There is one Grade I, two Grade II*, and 17 Grade II listed buildings in King's Pyon, some also one of 17 listed ancient monuments.

The Grade I sandstone parish church of St Mary, within the village dates to the 12th century with later changes and an 1872 restoration. It is of cruciform plan and comprises a two-bay chancel, a four-bay nave with a 12th-century blocked doorway, a three-stage tower with battlemented parapet, and north and south face opposing clocks. The tower's central south doorway possibly dates to the 17th or 18th century. A gabled probably 20th-century porch is at the south of the nave, and a vestry is on the north side of the chancel. The north transept with pine roof is 19th century. The east end of the nave shows evidence of an earlier chancel roof. The chancel arch is 12th century. The chancel south wall incorporates a piscina with drain and priest door. In the north wall of the chancel is a door to the vestry in which is a 1732 wall monument of white marble, and a 19th-century cast iron parish chest embossed with the letters "Coalbrookdale". A chest tomb supports effigies of an armoured man lying beside a woman. Chancel wall monuments date from the 18th to mid-19th-century. The stained glass east window shows the Nativity, Crucifixion and Ascension, below which is a panelled oak reredos and a mid-19th-century altar rail. Fixtures and fittings include two fonts, one with a cylindrical bowl which possibly dates to the 15th century, a late 19th-century decorative cast iron heater and 20th-century bronze-finished lamps hanging from chains in each of the transepts, an oak lectern, a reading desk and a pulpit, and 19th-century pine pews.

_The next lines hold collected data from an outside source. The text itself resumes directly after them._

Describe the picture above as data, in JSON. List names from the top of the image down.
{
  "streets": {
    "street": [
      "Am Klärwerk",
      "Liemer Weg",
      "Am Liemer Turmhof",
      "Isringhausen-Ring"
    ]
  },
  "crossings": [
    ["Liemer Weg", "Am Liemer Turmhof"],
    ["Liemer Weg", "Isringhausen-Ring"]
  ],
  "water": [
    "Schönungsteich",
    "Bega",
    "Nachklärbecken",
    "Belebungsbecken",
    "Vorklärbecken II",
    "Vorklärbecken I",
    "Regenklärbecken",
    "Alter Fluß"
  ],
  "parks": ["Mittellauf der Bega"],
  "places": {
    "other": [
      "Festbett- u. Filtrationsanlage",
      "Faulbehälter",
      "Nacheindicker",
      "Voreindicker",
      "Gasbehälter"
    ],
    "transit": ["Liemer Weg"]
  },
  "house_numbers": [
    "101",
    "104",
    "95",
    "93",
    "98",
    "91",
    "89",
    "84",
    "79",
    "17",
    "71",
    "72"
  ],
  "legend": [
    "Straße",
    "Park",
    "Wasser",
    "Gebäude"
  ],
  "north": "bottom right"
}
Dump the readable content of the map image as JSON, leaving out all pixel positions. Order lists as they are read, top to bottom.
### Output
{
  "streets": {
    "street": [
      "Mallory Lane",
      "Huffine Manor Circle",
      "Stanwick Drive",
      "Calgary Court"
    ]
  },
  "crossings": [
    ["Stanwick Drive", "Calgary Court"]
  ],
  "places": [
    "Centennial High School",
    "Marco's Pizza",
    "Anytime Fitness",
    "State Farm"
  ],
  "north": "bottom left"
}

The Grade II* Black Hall, today in a farm yard at the south of the village, is a house possibly dating to the 15th century, with changes at c.17th. It is L-plan and of timber framing with infills of plaster and red brick on a sandstone plinth. The roof is tiled and hipped. The eastern two bays are of a former medieval hall house to which two ranges were appended in the early 17th century.

Butthouse, at the south of the parish and Grade II listed, is a house dating to the early 17th century with later changes. It is L-plan, gabled, of timber framing with brick nogging (infill), and of two storeys with attics, and with external sandstone chimney stacks at the north. The east garden front has projecting two-storey gables. To the north-west of Butthouse is a gatehouse, of square plan, timber framed with plaster infill, and a cross-gabled tiled roof. Of two storeys, the first is jettied over the ground floor.